長く、白く、みずみずしく。三関せりの根っ子にあるもの。

2020.02.05

湯沢市の伝統野菜「三関みつせきせり」。白くて長い根と、大きな葉が特徴で、秋田名物「きりたんぽ鍋」の具材としても欠かせない食材です。最近では「仙台セリ鍋」のブームも手伝って、三関のセリにも注目が高まってきています。

1月。この、三関せりを栽培をしている農家「加敬かけい農園」を訪ねました。収穫のピークは毎年12月で、少し落ち着いている時期とのこと。

迎えてくださったのは、加藤智子さん。お父さんの敬悦けいえつさん、お母さんの光子さんとともに、加敬農園を営んでいます。

三関は、さくらんぼの産地としても有名で、加敬農園では、さくらんぼとせりを中心に、米やりんごも栽培しているとのこと。

早速、せりを育てているビニールハウスへ案内していただきます。

超過酷!三関せりの収穫現場へ

——うわ〜!せりがぎっしり!! 三関のせりが大好物なので、現場を見られて感激です!

智子さん
智子さん
ありがとうございます! 葉っぱが大きかったり、香りが良かったりという今のせりの特徴は、先祖から受け継がれてきたものなんですよ。

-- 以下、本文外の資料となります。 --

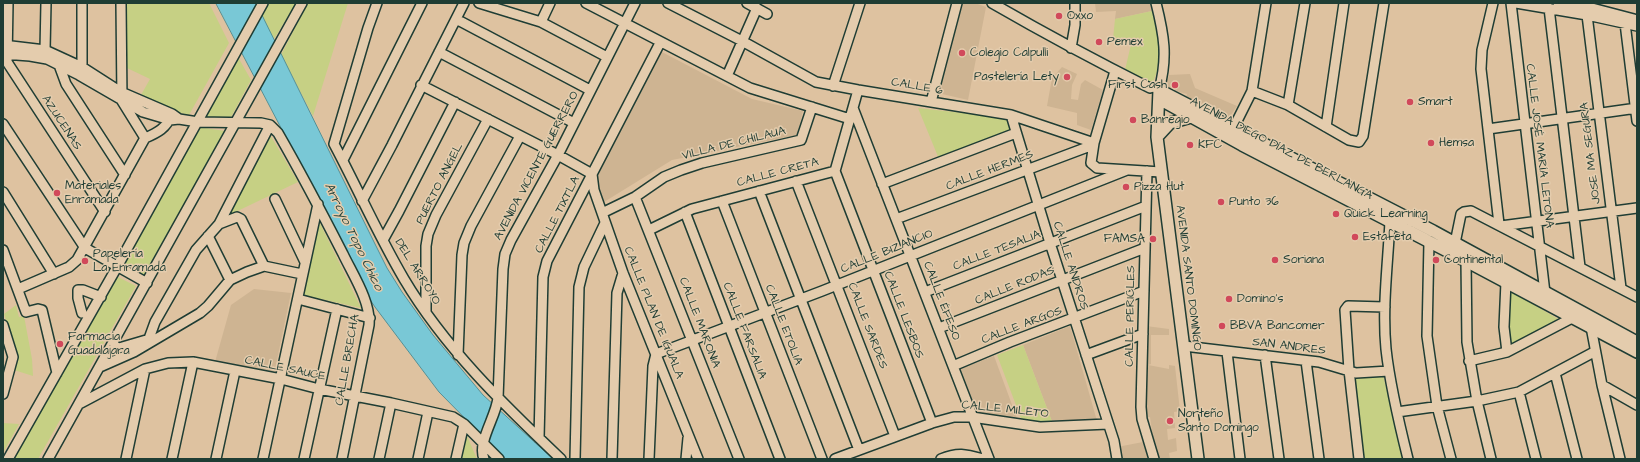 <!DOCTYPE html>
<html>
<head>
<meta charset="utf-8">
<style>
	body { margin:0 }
	#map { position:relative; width:1640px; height:462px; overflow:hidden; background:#dec2a0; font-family:"Architects Daughter",sans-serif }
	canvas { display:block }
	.frame { position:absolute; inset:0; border:4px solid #1f3d34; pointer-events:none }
</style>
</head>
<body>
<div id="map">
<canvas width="1640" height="462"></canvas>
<div class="frame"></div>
</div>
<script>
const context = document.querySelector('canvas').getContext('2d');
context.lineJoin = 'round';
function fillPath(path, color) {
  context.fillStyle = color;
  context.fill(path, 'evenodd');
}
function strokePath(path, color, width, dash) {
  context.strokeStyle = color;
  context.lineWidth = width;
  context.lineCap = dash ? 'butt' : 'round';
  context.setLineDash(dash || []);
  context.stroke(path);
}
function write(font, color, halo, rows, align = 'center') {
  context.font = font + ' "Architects Daughter",sans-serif';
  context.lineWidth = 3;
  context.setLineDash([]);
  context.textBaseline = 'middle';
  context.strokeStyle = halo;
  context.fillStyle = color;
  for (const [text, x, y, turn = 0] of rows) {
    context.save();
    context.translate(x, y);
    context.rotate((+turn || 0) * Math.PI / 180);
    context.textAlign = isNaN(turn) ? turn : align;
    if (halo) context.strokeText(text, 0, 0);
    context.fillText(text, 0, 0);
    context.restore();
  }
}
fillPath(new Path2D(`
	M963,3H975L986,7L968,100L938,93L953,24Z
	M1095,3H1150L1152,11L1115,19L1116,11L1096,12Z
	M660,51L752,99L803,111L797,135L672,160L604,202L593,181Z
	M1062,67L1077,74L1072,85L1071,99L1078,100L1081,84L1085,80L1103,90L1091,130L1077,125V113L1047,106L1052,78Z
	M1190,74L1195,88L1237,106L1229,118L1221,115L1220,118L1189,103L1190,98L1186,97L1187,94L1165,88L1169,75Z
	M254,289L291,293L274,374L215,362L231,305Z
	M1070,326L1097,421L1053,424L1023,345Z
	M1146,326L1169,329V335H1151V364L1148,365L1169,369V365L1175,366L1180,411L1174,412L1175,428L1167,429L1168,440L1176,438L1177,451L1169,453L1170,459H1158L1153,438L1150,417L1144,418Z
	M994,356L1018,421L975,414L958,370Z
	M1143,442L1148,459H1119L1117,447Z`), '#ceb492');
fillPath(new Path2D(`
	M127,3H209L229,43L189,115L177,112L141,95L150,79L127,68Z
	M269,3H296L274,39L261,18Z
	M308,3H348L313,116L281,55Z
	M1152,11L1160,46L1157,71L1153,83L1125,70L1132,40L1113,39L1115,19Z
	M238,57L251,80L230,119H202Z
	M918,108L1008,118L1012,129L939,159Z
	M198,127L225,131L142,278L120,266Z
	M269,133L298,182L225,217Z
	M318,219L361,308L303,295Z
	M116,276L136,286L38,459H14Z
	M1507,289L1558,319L1509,347Z
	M16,305L19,317L24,316L32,359L33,376L14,370L16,354L4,314Z
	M1023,345L1053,424L1022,421L997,355Z
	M1383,375L1403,459H1362L1352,379Z
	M3,423L19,424L3,453Z
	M465,431L477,459H458Z`), '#c6d084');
const water = new Path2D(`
	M216,3H256L376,246L387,268L402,292L433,335L483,395L553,459H505L439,392L375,307L351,272L280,126Z`);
fillPath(water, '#79c8d6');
strokePath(water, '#559095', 1);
const minor = new Path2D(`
	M8,3L7,62L105,212
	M121,3L122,101L145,138
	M377,3L368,28L334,144C358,189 378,235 404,279C445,348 503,404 561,459
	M479,3L541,22L607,57
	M586,3L750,88L850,119
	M668,3L742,41L816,82L858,90L1011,115L1094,143
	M747,3L767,14
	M992,3C1044,33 1096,61 1150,88L1154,87L1159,90C1168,57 1164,35 1156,3
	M1493,3L1482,50L1481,69L1499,224
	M1511,3L1545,293
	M1516,3L1587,15L1637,26
	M1558,3L1592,8L1634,19
	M1549,8L1580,267
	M1587,15L1621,288
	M456,19L590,90
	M541,22L550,3
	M1625,23L1637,121
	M3,45L45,50L82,67L121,92L172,114L179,119
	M1071,48L1075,25V3
	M45,50L46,3
	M439,52L574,123
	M3,54L30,56L47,59L79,75L143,112L170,120L179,119L198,122L261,123L270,125L278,133C301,173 322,213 343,254C353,275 371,302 369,325L342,459
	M59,65L66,84L125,175
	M80,71L82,67V3
	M1115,71L1094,143L1091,163L1097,168L1161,172
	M727,76L757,8
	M421,85L558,155L592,174L594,190L623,273L698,459
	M833,86L860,3
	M1252,91L1288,105L1349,140L1359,142L1363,136L1384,3
	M931,102L957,3
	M1288,105L1305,3
	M853,108L989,459
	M1011,115L1050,243L1114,441L1117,459
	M3,124L85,248L147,283
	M1326,127L1344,3
	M1233,129L1252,91L1266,3
	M1488,129L1637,108
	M145,138C157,133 167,128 171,115
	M343,160L422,3
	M835,171L932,423
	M835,171L858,90
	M1147,171L1141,407L1142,419L1154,459
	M796,181L895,436
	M882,184L1016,133
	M759,191L859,450
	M3,192L54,274
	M635,197L739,459
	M275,199L305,262
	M362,201L392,145L464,3
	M722,201L822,459
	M685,212L780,459
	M602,213L635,197L664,177L681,170L702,163L801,140L812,107
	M896,219L1093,145
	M1390,221C1388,263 1382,307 1386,349C1390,386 1399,423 1408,459
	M219,224L237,217L241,219L264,266
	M1501,226L1637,208
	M649,230L692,209L835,171
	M208,236L230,280
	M383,240L399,211L455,102
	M1429,242L1427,336L1437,406L1451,459
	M1454,248L1461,214L1464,212L1471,211L1637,297
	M3,250L26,312L38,309L42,310L57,373
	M1466,261L1467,342L1477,401L1491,459
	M1506,282L1504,327L1507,352
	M18,289L69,267L77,260L145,138
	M925,292L1146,206
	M298,299L370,318
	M426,311V246L428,234L436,215L488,119
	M82,313L78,298V290H83L101,297
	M3,325L13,357L3,394
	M1591,327L1602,385L1620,459
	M939,328L1145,248
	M147,344L155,322L196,250L219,224L270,125
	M112,345L119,348L153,338
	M1184,346L1319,362L1356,373L1389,371
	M1227,352L1240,459
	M458,355L462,255L464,243L471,226L520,136
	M1086,355L1143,334
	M1265,355L1279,459
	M1306,361L1319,459
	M1469,361L1507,352L1572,318
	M953,366L1010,342L1144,291
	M100,367L134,352L200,313L208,306L230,280L247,272L264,266L302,274
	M1555,373L1577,459
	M1602,385L1637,405
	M1519,392L1536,459
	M81,403L145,369L168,363L193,362L281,379L319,389L391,403L453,417L464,424L499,459
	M1397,412L1477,401L1519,392L1594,352
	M539,438L543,277L547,261L660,43
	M8,459L117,267L263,3
	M48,459L302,3
	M126,459L145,369
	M172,459L193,362
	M216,459L235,371
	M263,459L318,204
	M304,459L337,309
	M379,459L391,403
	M418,459L428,412
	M456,459L464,424
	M484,459C477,442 496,417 498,398L503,269L505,254L511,240L558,155L635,3
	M575,459L579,287L584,267L605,223
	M612,459L617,293L623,273
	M649,459L653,366L656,354L822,291L1127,170
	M686,459L688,438
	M835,459L932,423L954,417H972L1040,427L1108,424
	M941,459C958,452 965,454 983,459
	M1359,459L1349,370L1345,310L1348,306L1385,307`);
const major = new Path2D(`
	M1159,99L1242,145L1453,254L1637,352
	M1157,137L1170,123L1191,117
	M1198,459L1157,137L1159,90L1433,231L1637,342`);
strokePath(minor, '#1f3d34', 12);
strokePath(major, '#1f3d34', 14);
strokePath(minor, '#e4ccad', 9);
strokePath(major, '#e4ccad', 11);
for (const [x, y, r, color] of [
	[1059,16,4,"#d1495b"],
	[1099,42,4,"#d1495b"],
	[962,53,4,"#d1495b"],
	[1067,77,4,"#d1495b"],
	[1175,85,4,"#d1495b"],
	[1410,102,4,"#d1495b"],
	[1133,120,4,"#d1495b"],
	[1431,143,4,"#d1495b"],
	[1190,145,4,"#d1495b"],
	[1126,187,4,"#d1495b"],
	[57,193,4,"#d1495b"],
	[1221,202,4,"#d1495b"],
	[1336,214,4,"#d1495b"],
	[1355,237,4,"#d1495b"],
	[1153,239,4,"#d1495b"],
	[1275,260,4,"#d1495b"],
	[1436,260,4,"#d1495b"],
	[85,261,4,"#d1495b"],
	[1229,299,4,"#d1495b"],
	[1222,326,4,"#d1495b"],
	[60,344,4,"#d1495b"],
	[1170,421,4,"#d1495b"]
]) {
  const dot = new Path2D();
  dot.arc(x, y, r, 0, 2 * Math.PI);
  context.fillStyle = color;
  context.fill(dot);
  strokePath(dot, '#e4ccad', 1.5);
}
write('12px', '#1f3d34', '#e4ccad', [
	["Oxxo",1067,16],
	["Pemex",1107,42],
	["Colegio Calpulli",970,53],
	["Pastelería Lety",1059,77,"right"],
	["First Cash",1167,85,"right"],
	["Smart",1418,102],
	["Banregio",1141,120],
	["Hemsa",1439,143],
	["KFC",1198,145],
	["Materiales",65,186],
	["Enramada",65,200],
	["Pizza Hut",1134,187],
	["Punto 36",1229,202],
	["Quick Learning",1344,214],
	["Estafeta",1363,237],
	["FAMSA",1145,239,"right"],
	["Papelería",93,254],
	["La Enramada",93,268],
	["Soriana",1283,260],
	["Continental",1444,260],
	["Domino's",1237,299],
	["BBVA Bancomer",1230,326],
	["Farmacia",68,337],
	["Guadalajara",68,351],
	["Norteño",1178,414],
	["Santo Domingo",1178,428]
], 'left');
write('12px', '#1f3d34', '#e4ccad', [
	["CALLE 6",917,87,10],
	["AZUCENAS",61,123,57],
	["VILLA DE CHILAUA",734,144,-14],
	["CALLE JOSÉ MARÍA LETONA",1539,146,83],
	["AVENIDA DIEGO DÍAZ DE BERLANGA",1281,149,28],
	["JOSE MA SEGURA",1591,153,-97],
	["AVENIDA VICENTE GUERRERO",537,166,-62],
	["CALLE HERMES",990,171,-21],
	["CALLE CRETA",778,173,-15],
	["PUERTO ANGEL",440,184,-63],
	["CALLE TIXTLA",558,215,-63],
	["CALLE TESALIA",997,251,-21],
	["CALLE BIZANCIO",887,252,-22],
	["CALLE ANDROS",1070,266,72],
	["DEL ARROYO",417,272,58],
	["AVENIDA SANTO DOMINGO",1188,278,83],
	["CALLE RODAS",1015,286,-22],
	["CALLE ÉFESO",941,301,69],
	["CALLE PLAN DE IGUALA",653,313,68],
	["CALLE LESBOS",903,315,69],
	["CALLE PERICLES",1131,316,-89],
	["CALLE MARONIA",699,323,69],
	["CALLE ETOLIA",783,325,69],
	["CALLE SARDES",867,326,69],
	["CALLE ARGOS",1022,326,-21],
	["CALLE FARSALIA",744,331,69],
	["SAN ANDRES",1289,347,7],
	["CALLE BRECHA",348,360,-80],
	["CALLE SAUCE",285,369,12],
	["CALLE MILETO",1005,410,6]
]);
write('italic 13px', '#24443c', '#e4ccad', [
	["Arroyo Topo Chico",353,237,64]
]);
</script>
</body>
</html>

父の話によると、昔、川のへりにおがっていた(育っていた)せりを、三関の人たちが採ってきて、そこから良いものを選別して繁殖させていって……というのを繰り返して、今に至るようなんです。
智子さん
智子さん
お客さんからも「よそのせりとは香りが違うし、よそのはこんなに根っ子も長くない」って言っていただけて、嬉しいんですけどね〜……。

——大変なこともある?

智子さん
智子さん
そうですね。摘むのが本当に大変なんですよ。とにかく冷たい。今年はまだマシなんですが、例年だと雪解け水が入ってきて、手足が凍るように痛くなるんですよ。水が凍っているときもありますからね。

——さっき、少し手を入れてみただけでも冷たくて、何分も入れてられませんでした。

智子さん
智子さん
感覚がなくなるような感じで……。摘み取りの作業は、長くて2時間が限界です。

今年は雪が少ないので本当にラクなんですが、このあたりは一晩で1メートルくらい積もってしまう地域なので、例年は除雪をしてから摘み作業をしているので、それだけで疲れてしまうんですよ。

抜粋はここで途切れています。